На аэродроме в Бонне канцлера окружили журналисты. Посыпались вопросы. Он рукой освободил путь и, не произнеся ни слова, сел в машину.
Восемь дней во дворце Шаумбург продолжались прощальные встречи с членами правительства, сотрудниками, друзьями. Аденауэр постепенно свыкался с мыслью об отставке. Думал остаться в активной политике в качестве депутата бундестага и председателя ХДС.
Во время одного из застольев гости Аденауэра с удивлением увидели, что перед ними стоят не два винных бокала, как обычно, а три. Канцлер пояснил с улыбкой:
— В подвалах дворца осталось несколько бутылок старого рейнского. Вот мы их и прикончим. Эрхард ничего не понимает в вине.
15 октября 1963 года состоялась прощальная церемония в бундестаге. Президент бундестага Герстенмайер воздал должное уходящему канцлеру. Не скупясь перечислил его заслуги в возрождении и развитии страны. Отметил, что во всей немецкой истории Аденауэр — первый канцлер, который покидает этот пост в силу собственного свободного решения.
Аденауэр понимал, что президент бундестага лукавил с добрым умыслом. Пусть общественность считает, что старого канцлера не вытеснили из власти, что он уходит сам, уважаемый и любимый.
Прощальное выступление канцлера было кратким. Главная мысль: необходима преемственность его политики, ибо она приобрела Федеративной Республике много друзей во всем мире. Эрхард упомянут не был.
С трибуны Аденауэр не вернулся на канцлерское место, а сел в первом ряду кресел фракции ХДС/ХСС.
Позднее дотошные журналисты настойчиво спрашивали, будет ли он оказывать помощь новому канцлеру. Аденауэр ответил утвердительно. Узнав об этом, Эрхард заявил, что помощь Аденауэра будет для него весьма ценна.
Через три дня Аденауэр в пальто и шляпе обходил кабинеты дворца Шаумбург и прощался с сотрудниками. У выходных дверей пожал руку привратнику. У того стояли слезы в глазах. Охрана взяла на караул. Аденауэр сел в машину с другим, не канцлерским, номером и навсегда покинул резиденцию главы правительства.
В кабинет, выделенный Аденауэру в бундестаге, из дворца Шаумбург перевезли любимый письменный стол, картину с видом Акрополя, нарисованную и подаренную Черчиллем, метровую статую Мадонны с младенцем — резьба по дереву XIV столетия, и большой глобус.

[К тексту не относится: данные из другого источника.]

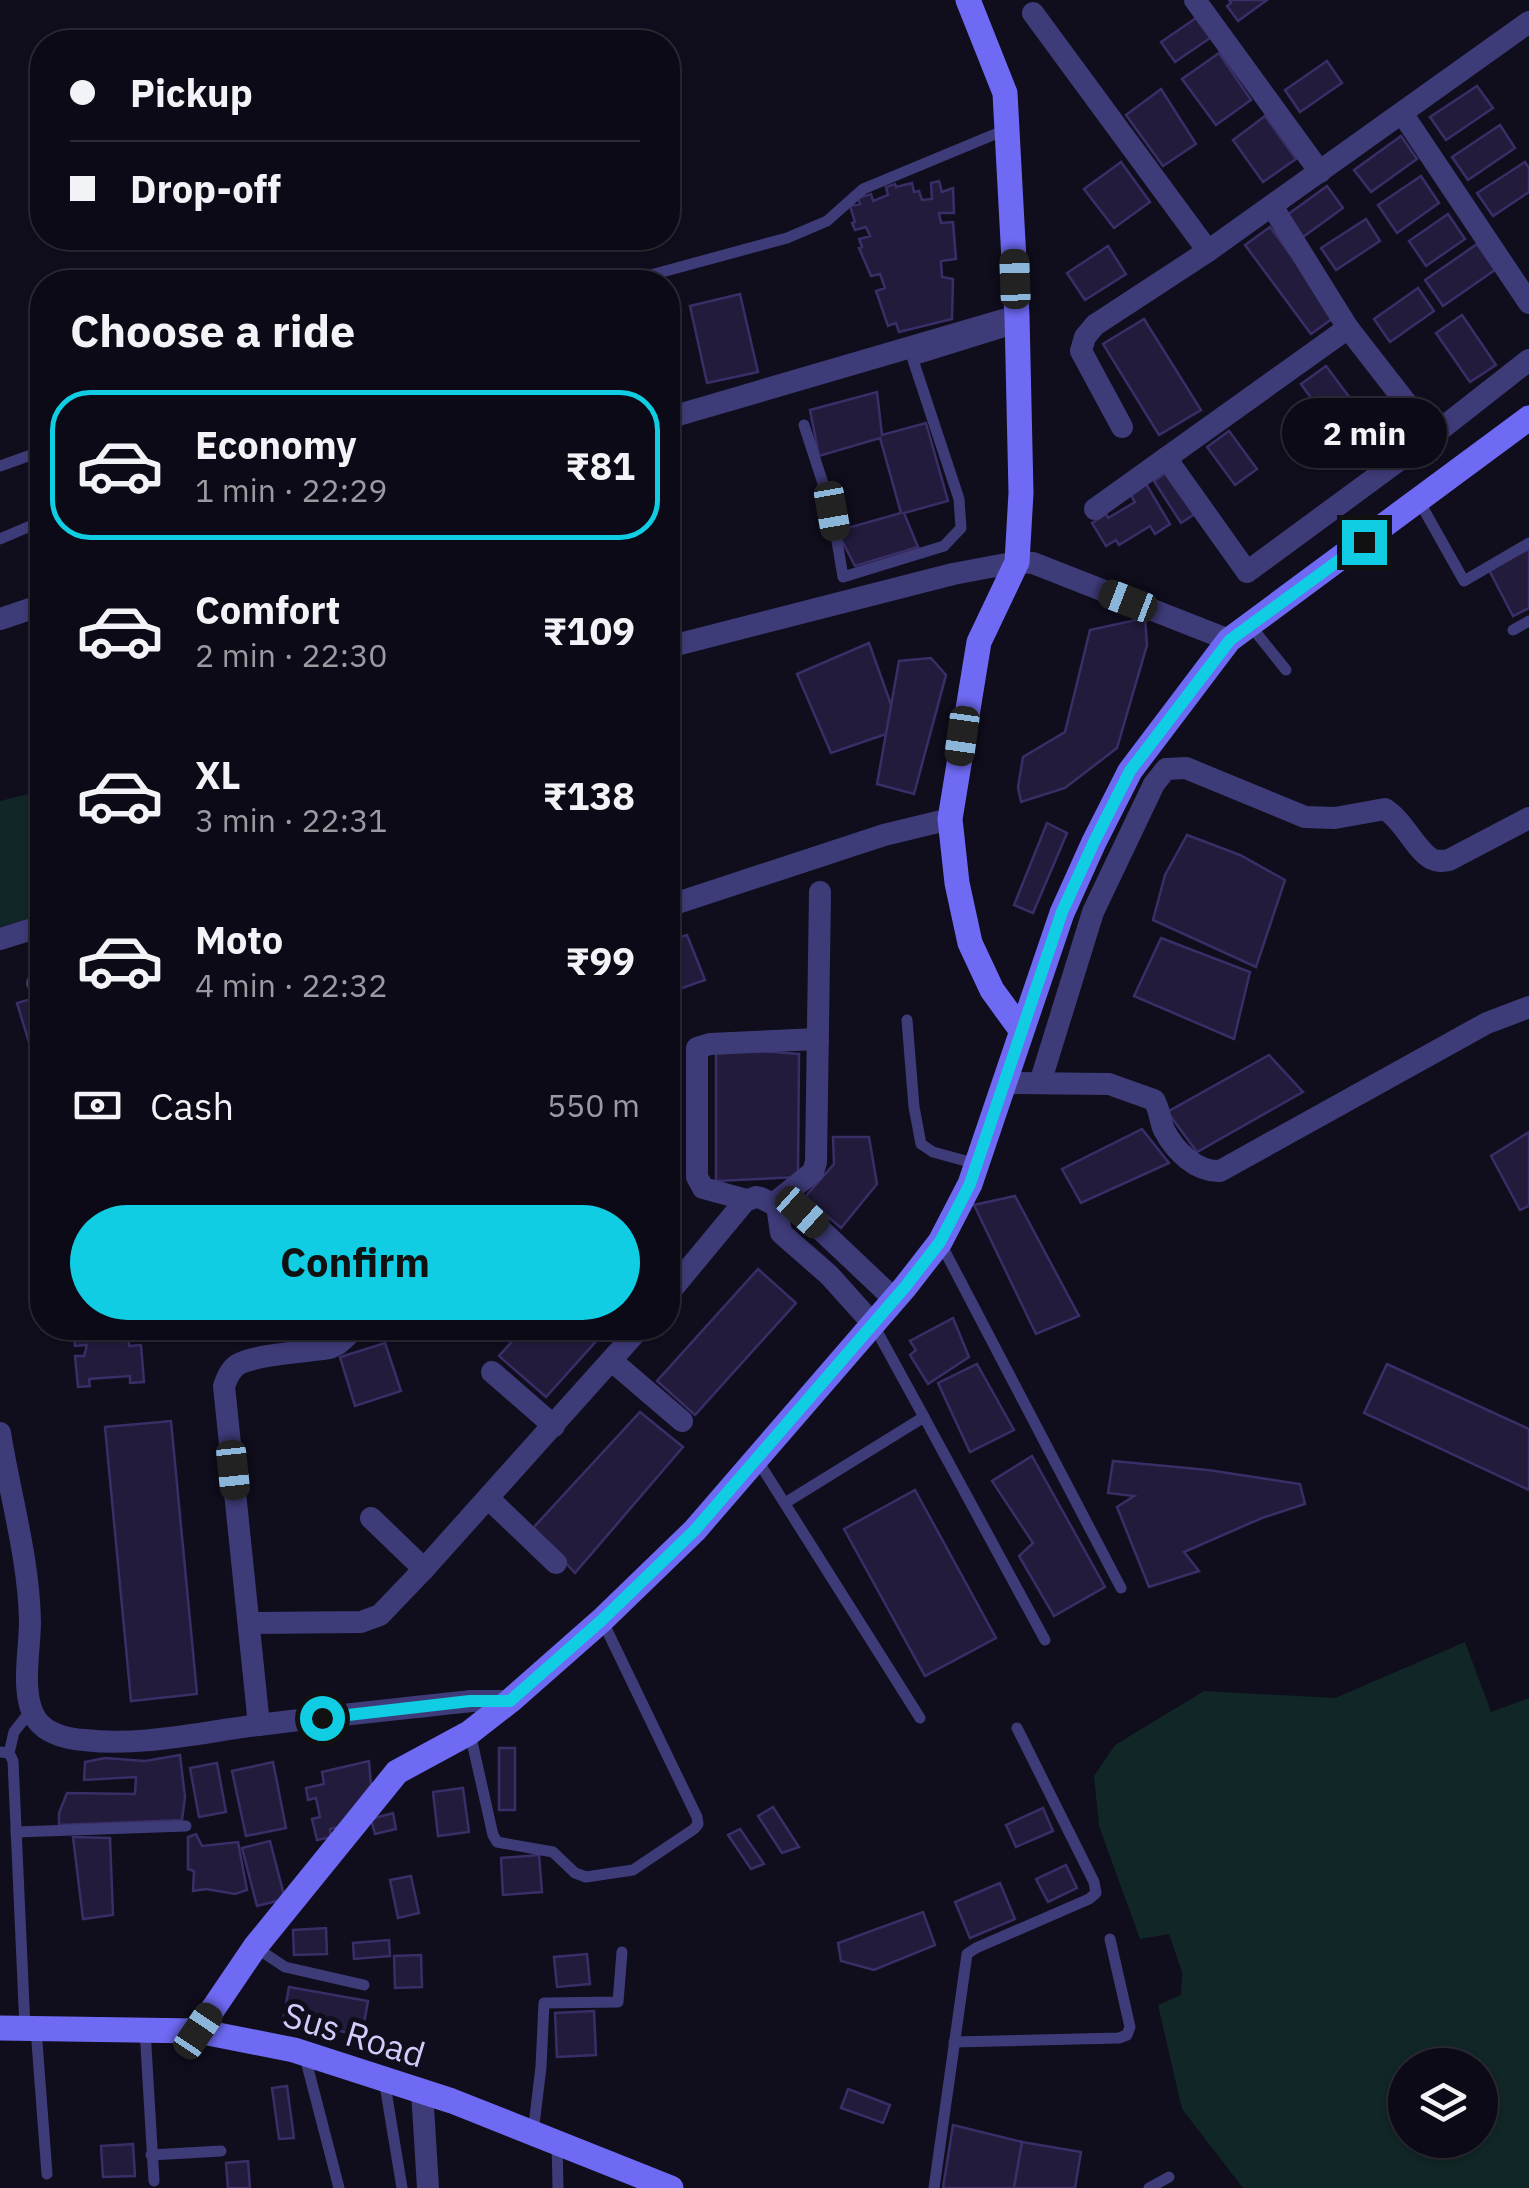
<!DOCTYPE html>
<html lang="en">
<head>
<meta charset="utf-8">
<style>
	body { margin:0; font-family:"IBM Plex Sans",sans-serif; background:#15131f; color:#f1f3f6; height:100vh; display:flex; flex-direction:column; font-size:38px; white-space:nowrap }
	* { box-sizing:border-box; margin:0 }
	p { font-size:32px; color:#9a9aa1 }
	.icon { flex:none; width:55px; height:55px; fill:none; stroke:currentColor; stroke-width:2; stroke-linecap:round; stroke-linejoin:round }
	.map { position:relative; flex:1; overflow:hidden }
	.side { position:absolute; left:30px; top:270px; width:650px; height:1070px; display:flex; flex-direction:column; background:#0c0a16; border-radius:40px; box-shadow:0 2px 8px #0004,0 0 0 2px #2c2b35 }
	.side>* { flex:none }
	.banner { position:absolute; left:30px; top:30px; width:650px; height:220px; border-radius:40px; box-shadow:0 2px 8px #0004,0 0 0 2px #2c2b35; display:grid; align-content:center; height:220px; padding:0 40px; background:#0c0a16 }
	.tools { position:absolute; left:1388px; top:2048px; display:grid; gap:20px }
	.tools a { display:grid; place-items:center; width:110px; height:110px; border-radius:50%; background:#0c0a16; box-shadow:0 2px 8px #0004,0 0 0 2px #2c2b35; font-size:50px }
	.end { position:absolute; width:45px; height:45px; margin:-22px; border:12px solid #10cde4; background:#111; box-shadow:0 0 0 5px #111 }
	.from { border-radius:50% }
	.bubble { position:absolute; height:70px; border-radius:35px; background:#0c0a16; box-shadow:0 2px 8px #0004,0 0 0 2px #2c2b35; font-size:32px; font-weight:700; line-height:70px; text-align:center }
	.car { position:absolute; width:30px; height:60px; margin:-30px -15px; border-radius:12px; box-shadow:0 0 8px 2px #0007; background:linear-gradient(#222 24%,#8ab4d8 0 40%,#222 0 76%,#8ab4d8 0 86%,#222 0) }
	.banner b { display:flex; align-items:center; gap:35px; height:95px; font-size:38px }
	.banner b+b { border-top:2px solid #2c2b35 }
	.banner i { width:25px; height:25px; background:#f1f3f6 }
	ul { padding:0; list-style:none }
	li { display:flex; align-items:center; gap:30px; height:150px; margin:0 20px 15px; padding:0 20px; border:5px solid transparent; border-radius:40px }
	li div { flex:1 }
	li b { display:block; font-size:38px }
	li em { font-style:normal; font-weight:700 }
	li.current { border-color:#10cde4 }
	li>.icon { width:90px; height:90px; stroke-width:1.5 }
	h2 { padding:0 40px; font-size:45px; line-height:120px }
	.pay { display:flex; align-items:center; gap:25px; height:110px; padding:0 40px; font-size:38px }
	.pay p { margin-inline-start:auto }
	.primary-button { display:flex; gap:20px; margin-top:auto; padding:20px 40px }
	.primary-button a { flex:1; height:115px; border-radius:60px; background:#10cde4; color:#111; font-size:40px; font-weight:700; line-height:115px; text-align:center }
	.map>svg:first-child { display:block }
	.green { fill:#112626; fill-rule:evenodd }
	.building { fill:#221b3c; stroke:#3a2e67; stroke-width:2.5 }
	.lines { fill:none; stroke-linecap:round; stroke-linejoin:round }
	.lane { stroke:#3e3b79; stroke-width:11 }
	.street { stroke:#3e3b79; stroke-width:22 }
	.secondary { stroke:#6f6af4; stroke-width:25 }
	.route { stroke:#10cde4; stroke-width:12 }
	.labels { text-anchor:middle; stroke-width:10; stroke-linejoin:round; paint-order:stroke }
	.street-label { font-size:35px; fill:#d2ccfb; stroke:#100d1d }
</style>
</head>
<body>
<div class="map">
<svg width="1529" height="2188" viewBox="0 0 1529 2188">
	<rect width="100%" height="100%" fill="#100d1d"/>
	<g class="green">
		<path d="M28 794 42 814V915L0 927V801Z"/>
		<path d="M1465 1642 1491 1712 1529 1698V2188H1243L1182 2109 1158 2005 1181 1995 1182 1972 1169 1934 1140 1939 1099 1826 1094 1776 1115 1745 1204 1691 1335 1698ZM1405 2065H1480V2140H1405Z"/>
	</g>
	<g class="building">
		<path d="M1229 0H1267L1238 21 1227 6 1231 3Z"/>
		<path d="M1199 16 1213 36 1175 62 1161 42Z"/>
		<path d="M1219 53 1251 100 1216 125 1182 79Z"/>
		<path d="M1327 61 1342 83 1300 112 1285 90Z"/>
		<path d="M1477 86 1493 108 1446 140 1430 117Z"/>
		<path d="M1161 89 1196 144 1163 166 1126 115Z"/>
		<path d="M1265 116 1296 159 1263 182 1233 140Z"/>
		<path d="M1500 125 1515 148 1468 180 1452 157Z"/>
		<path d="M1401 136 1417 159 1371 192 1354 170Z"/>
		<path d="M1121 162 1150 202 1114 228 1084 189Z"/>
		<path d="M1525 162 1529 168V192L1493 216 1477 193Z"/>
		<path d="M1421 176 1439 203 1397 233 1378 205Z"/>
		<path d="M939 181 942 192 953 188 954 213H939L941 223 953 222 956 259 941 261 942 277 953 279 952 319 899 332 896 323 888 326 876 291 885 288 880 274 871 276 859 248 862 247 859 239 870 236 866 227 855 230 852 223 855 222 850 206 860 204 858 198 871 194 873 201 888 195 886 187 895 184 896 187 912 183 914 192 919 191 922 200 932 199 931 183Z"/>
		<path d="M1327 186 1343 208 1303 237 1287 215Z"/>
		<path d="M1448 214 1465 239 1426 266 1409 241Z"/>
		<path d="M1366 219 1380 241 1336 270 1321 248Z"/>
		<path d="M1270 227 1336 316 1311 334 1245 245Z"/>
		<path d="M1477 244 1495 270 1443 306 1425 280Z"/>
		<path d="M1108 246 1126 274 1085 300 1067 273Z"/>
		<path d="M1418 288 1434 311 1390 342 1374 319Z"/>
		<path d="M740 294 758 372 707 383 690 306Z"/>
		<path d="M1462 315 1496 365 1470 382 1436 333Z"/>
		<path d="M1144 319 1201 410 1159 435 1103 344Z"/>
		<path d="M1326 366 1353 402 1327 420 1301 384Z"/>
		<path d="M877 392 882 435 926 423 948 501 904 513 918 547 855 566 837 531 901 513 880 438 819 456 810 410Z"/>
		<path d="M1384 397 1413 440 1379 463 1350 420Z"/>
		<path d="M1229 431 1257 469 1235 485 1207 447Z"/>
		<path d="M1170 470 1198 512 1181 523 1154 481Z"/>
		<path d="M1146 484 1170 524 1155 534 1150 526 1119 545 1116 540 1106 546 1092 523 1106 514 1108 518 1135 502 1130 494Z"/>
		<path d="M1529 549V608L1513 616 1489 570Z"/>
		<path d="M1145 618 1147 645 1117 748 1065 788 1021 802 1018 787 1023 757 1065 732 1090 630Z"/>
		<path d="M869 643 893 710 889 733 831 753 797 674Z"/>
		<path d="M931 658 946 675 914 794 877 784 899 661Z"/>
		<path d="M1047 823 1067 833 1033 913 1014 905Z"/>
		<path d="M1187 835 1240 855 1285 880 1256 967 1153 920 1165 875Z"/>
		<path d="M687 935 705 980 668 993V941Z"/>
		<path d="M1161 938 1250 972 1234 1039 1134 996Z"/>
		<path d="M42 996V1071L38 1072 17 1003Z"/>
		<path d="M716 1048 799 1054 798 1177 716 1181Z"/>
		<path d="M1269 1055 1303 1092 1197 1152 1169 1114V1111Z"/>
		<path d="M1142 1129 1169 1163 1081 1203 1062 1169Z"/>
		<path d="M668 1132H680L673 1230H668Z"/>
		<path d="M1529 1132V1206L1520 1210 1491 1156Z"/>
		<path d="M833 1137H869L877 1184 841 1228 805 1197 834 1164Z"/>
		<path d="M1015 1196 1079 1316 1036 1334 974 1205Z"/>
		<path d="M758 1269 796 1303 695 1415 657 1381Z"/>
		<path d="M953 1318 969 1357 928 1384 910 1355 916 1350 910 1341Z"/>
		<path d="M73 1328H135H128L129 1346 141 1345 144 1382 130 1383V1376L89 1379 90 1386 78 1387 75 1356H84L87 1345 75 1346Z"/>
		<path d="M524 1328H608L546 1397 499 1356Z"/>
		<path d="M385 1343 401 1391 355 1406 340 1357Z"/>
		<path d="M977 1364 1014 1430 970 1452 938 1383Z"/>
		<path d="M1387 1364 1529 1429V1490L1364 1413Z"/>
		<path d="M640 1412 683 1447 575 1573 533 1528Z"/>
		<path d="M171 1421 197 1694 131 1701 105 1427Z"/>
		<path d="M1032 1456 1105 1587 1054 1616 1019 1556 1033 1543 992 1481Z"/>
		<path d="M1113 1461 1208 1470 1300 1484 1305 1504 1262 1518 1184 1552 1199 1571 1149 1587 1117 1507 1134 1496 1108 1493Z"/>
		<path d="M915 1490 996 1638 925 1676 844 1529Z"/>
		<rect x="499" y="1748" width="16" height="62"/>
		<path d="M180 1755 185 1797 182 1820 59 1825V1813L67 1793 135 1794 136 1777 84 1780 85 1762 105 1758 145 1761Z"/>
		<path d="M369 1761 371 1785 339 1827 330 1829 331 1837 317 1840 312 1819 320 1817 316 1798 308 1800 306 1788 324 1784 322 1772Z"/>
		<path d="M273 1762 286 1828 246 1836 232 1771Z"/>
		<path d="M217 1763 226 1812 199 1817 190 1768Z"/>
		<path d="M463 1788 469 1832 438 1836 433 1792Z"/>
		<path d="M773 1807 799 1847 782 1853 758 1816Z"/>
		<path d="M1043 1808 1053 1831 1016 1847 1006 1825Z"/>
		<path d="M393 1813 396 1829 375 1834 371 1819Z"/>
		<path d="M740 1829 764 1864 751 1869 728 1835Z"/>
		<path d="M196 1834 202 1846 238 1842 247 1890 235 1894 206 1889 193 1891 194 1871 188 1869V1837Z"/>
		<path d="M73 1837 110 1838 113 1915 83 1919Z"/>
		<path d="M270 1841 285 1899 257 1906 242 1848Z"/>
		<path d="M539 1855 542 1892 503 1895 501 1858Z"/>
		<path d="M1066 1865 1077 1888 1048 1902 1036 1879Z"/>
		<path d="M411 1876 419 1913 398 1918 390 1880Z"/>
		<path d="M1000 1883 1015 1919 970 1938 955 1902Z"/>
		<path d="M923 1912 935 1945 874 1970 841 1961 838 1943Z"/>
		<path d="M326 1928 327 1954 294 1955 293 1930Z"/>
		<path d="M389 1940 390 1956 354 1959 353 1943Z"/>
		<path d="M587 1954 590 1984 557 1987 554 1957Z"/>
		<path d="M421 1955 422 1987 395 1988 394 1956Z"/>
		<path d="M289 1987 368 2001 362 2035 283 2021Z"/>
		<path d="M594 2011 596 2055 557 2057 555 2013Z"/>
		<path d="M287 2086 294 2138 279 2139 272 2088Z"/>
		<path d="M848 2089 890 2105 883 2123 841 2108Z"/>
		<path d="M953 2125 1022 2142 1014 2188H943Z"/>
		<path d="M1022 2142 1081 2152 1075 2188H1014Z"/>
		<path d="M133 2144 135 2176 103 2177 101 2146Z"/>
		<path d="M248 2161 250 2188H228L226 2163Z"/>
	</g>
	<g class="lines">
		<g class="lane">
			<path d="M625 282 787 238 827 221 863 189 1005 130"/>
			<path d="M804 425 832 511 843 577 944 546 961 528 959 499 913 360 1013 329"/>
			<path d="M0 466 42 451"/>
			<path d="M1419 501 1464 581 1529 543"/>
			<path d="M668 523 676 554"/>
			<path d="M0 539 42 521"/>
			<path d="M1250 625 1286 670"/>
			<path d="M1513 630 1529 621"/>
			<path d="M907 1020 914 1107 921 1144 933 1152 977 1164"/>
			<path d="M940 1242 1121 1588"/>
			<path d="M873 1324 924 1417"/>
			<path d="M756 1458 920 1718"/>
			<path d="M785 1503 924 1417 1045 1640"/>
			<path d="M470 1733 493 1835 497 1842 553 1852 575 1873 586 1877 633 1870 694 1829 698 1824 697 1817 602 1620"/>
			<path d="M0 1752 9 1753 13 1761 25 2028"/>
			<path d="M9 1753 14 1732 32 1709"/>
			<path d="M16 1832 186 1826"/>
			<path d="M255 1947 285 1967 364 1985"/>
			<path d="M36 2029 47 2174"/>
			<path d="M145 2030 154 2181"/>
			<path d="M954 2042 1119 2038 1127 2035 1130 2027 1110 1939"/>
			<path d="M305 2057 339 2188"/>
			<path d="M384 2079 402 2188"/>
			<path d="M533 2133 541 2067 544 2003 618 2002 622 1952"/>
			<path d="M557 2143 558 2188"/>
			<path d="M151 2155 221 2151"/>
			<path d="M934 2188 967 1954 976 1948 1089 1899 1096 1893 1094 1882 1017 1728"/>
			<path d="M1149 2188 1169 2177"/>
		</g>
		<g class="street">
			<path d="M1195 0 1320 172"/>
			<path d="M1033 13 1208 251"/>
			<path d="M1402 113 1529 303"/>
			<path d="M1272 206 1348 328 1432 436"/>
			<path d="M668 418 1017 316"/>
			<path d="M1122 427 1081 351 1085 337 1095 325 1208 251 1529 22"/>
			<path d="M1166 458 1247 572 1432 436 1529 360"/>
			<path d="M1095 509 1348 328"/>
			<path d="M0 619 42 605"/>
			<path d="M668 647 953 574 1017 562 1033 563 1229 640"/>
			<path d="M668 906 884 835 950 819"/>
			<path d="M0 939 42 926"/>
			<path d="M37 983 42 981"/>
			<path d="M1003 1083 1109 1084 1154 1100C1160 1110 1160 1121 1164 1130 1175 1151 1196 1172 1220 1171L1487 1023 1529 1007"/>
			<path d="M1040 1083 1093 912 1154 784 1166 769 1186 768 1305 817 1335 818 1385 809C1404 821 1417 852 1432 859 1438 862 1443 861 1449 860L1529 818"/>
			<path d="M747 1200 703 1188 697 1177V1048L710 1044 818 1039"/>
			<path d="M773 1204 813 1172 816 1162 820 892"/>
			<path d="M777 1206 781 1233 829 1275 873 1324"/>
			<path d="M668 1294 745 1201 756 1197 761 1198 777 1206 802 1212 894 1299"/>
			<path d="M612 1361 682 1421"/>
			<path d="M492 1372 554 1426"/>
			<path d="M0 1433C10 1495 29 1559 30 1622 30 1649 20 1695 36 1719 46 1734 68 1739 84 1740 140 1747 203 1732 258 1725 329 1716 400 1709 471 1701H510"/>
			<path d="M488 1498 556 1563"/>
			<path d="M371 1518 424 1569"/>
			<path d="M250 1623 361 1622 380 1615 424 1569 640 1328"/>
			<path d="M259 1725 224 1386C227 1378 230 1370 237 1365 256 1354 307 1352 330 1348L338 1344 356 1328"/>
			<path d="M422 2091 428 2188"/>
		</g>
		<g class="secondary">
			<path d="M968 0 1005 93 1017 316 1021 493 1017 562 979 642 950 819 957 883 970 943 992 990 1021 1030"/>
			<path d="M0 2028 198 2031 294 2050 452 2101 671 2188"/>
			<path d="M198 2031 255 1947 397 1772 469 1733 510 1701 602 1620 695 1530 905 1287 940 1242 970 1184 1062 913 1094 842 1130 771 1229 640 1529 418"/>
		</g>
	</g>
	<g class="lines">
		<path class="route" d="M322 1718 470 1701H510L602 1620 695 1530 905 1287 940 1242 970 1184 1062 912 1094 842 1130 771 1230 640 1364 542"/>
	</g>
	<g class="labels">
		<g class="street-label">
			<text transform="translate(354 2035) rotate(17)" y="12">Sus Road</text>
		</g>
	</g>
</svg>
<div class="tools">
<a><svg class="icon" aria-label="layers" viewBox="0 0 24 24"><path d="M12 4l9 5-9 5-9-5zM3 14l9 5 9-5"/></svg></a>
</div>
<i class="end from" style="left:322px;top:1718px"></i>
<i class="end" style="left:1364px;top:542px"></i>
<div class="bubble" style="left:1282px;top:398px;width:165px">2 min</div>
<i class="car" style="left:1015px;top:279px;rotate:358deg"></i>
<i class="car" style="left:832px;top:511px;rotate:170deg"></i>
<i class="car" style="left:1128px;top:601px;rotate:291deg"></i>
<i class="car" style="left:962px;top:736px;rotate:188deg"></i>
<i class="car" style="left:802px;top:1212px;rotate:132deg"></i>
<i class="car" style="left:233px;top:1470px;rotate:174deg"></i>
<i class="car" style="left:198px;top:2031px;rotate:34deg"></i>
<div class="banner">
<b><i class="from"></i>Pickup</b>
<b><i></i>Drop-off</b>
</div>
<section class="side">
<h2>Choose a ride</h2>
<ul>
<li class="current"><svg class="icon" aria-label="car" viewBox="0 0 24 24"><path d="M5 17H2v-5l4-1 3-4h7l3 4 3 1v5h-3M9 17h6M6 11h13"/><circle cx="7" cy="17" r="2"/><circle cx="17" cy="17" r="2"/></svg><div><b>Economy</b><p>1 min · 22:29</p></div><em>₹81</em></li>
<li><svg class="icon" aria-label="car" viewBox="0 0 24 24"><path d="M5 17H2v-5l4-1 3-4h7l3 4 3 1v5h-3M9 17h6M6 11h13"/><circle cx="7" cy="17" r="2"/><circle cx="17" cy="17" r="2"/></svg><div><b>Comfort</b><p>2 min · 22:30</p></div><em>₹109</em></li>
<li><svg class="icon" aria-label="car" viewBox="0 0 24 24"><path d="M5 17H2v-5l4-1 3-4h7l3 4 3 1v5h-3M9 17h6M6 11h13"/><circle cx="7" cy="17" r="2"/><circle cx="17" cy="17" r="2"/></svg><div><b>XL</b><p>3 min · 22:31</p></div><em>₹138</em></li>
<li><svg class="icon" aria-label="car" viewBox="0 0 24 24"><path d="M5 17H2v-5l4-1 3-4h7l3 4 3 1v5h-3M9 17h6M6 11h13"/><circle cx="7" cy="17" r="2"/><circle cx="17" cy="17" r="2"/></svg><div><b>Moto</b><p>4 min · 22:32</p></div><em>₹99</em></li>
</ul>
<div class="pay"><svg class="icon" aria-label="cash" viewBox="0 0 24 24"><path d="M3 7h18v10H3z"/><circle cx="12" cy="12" r="2"/></svg>Cash<p>550 m</p></div>
<div class="primary-button"><a>Confirm</a></div>
</section>
</div>
</body>
</html>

Из Рёндорфа сюда доставили напольный ковер и несколько картин.
Уходящий политик редко понимает, что его время кончилось. Он думает, что новые руководители не обойдутся без его опыта и умения. Аденауэру казалось, что он еще долго будет влиять на действия правительства. Готовил себя к этому. Постепенно, однако, приходили новые ощущения. Власть отпускала старика. Жизнь приобретала иной смысл.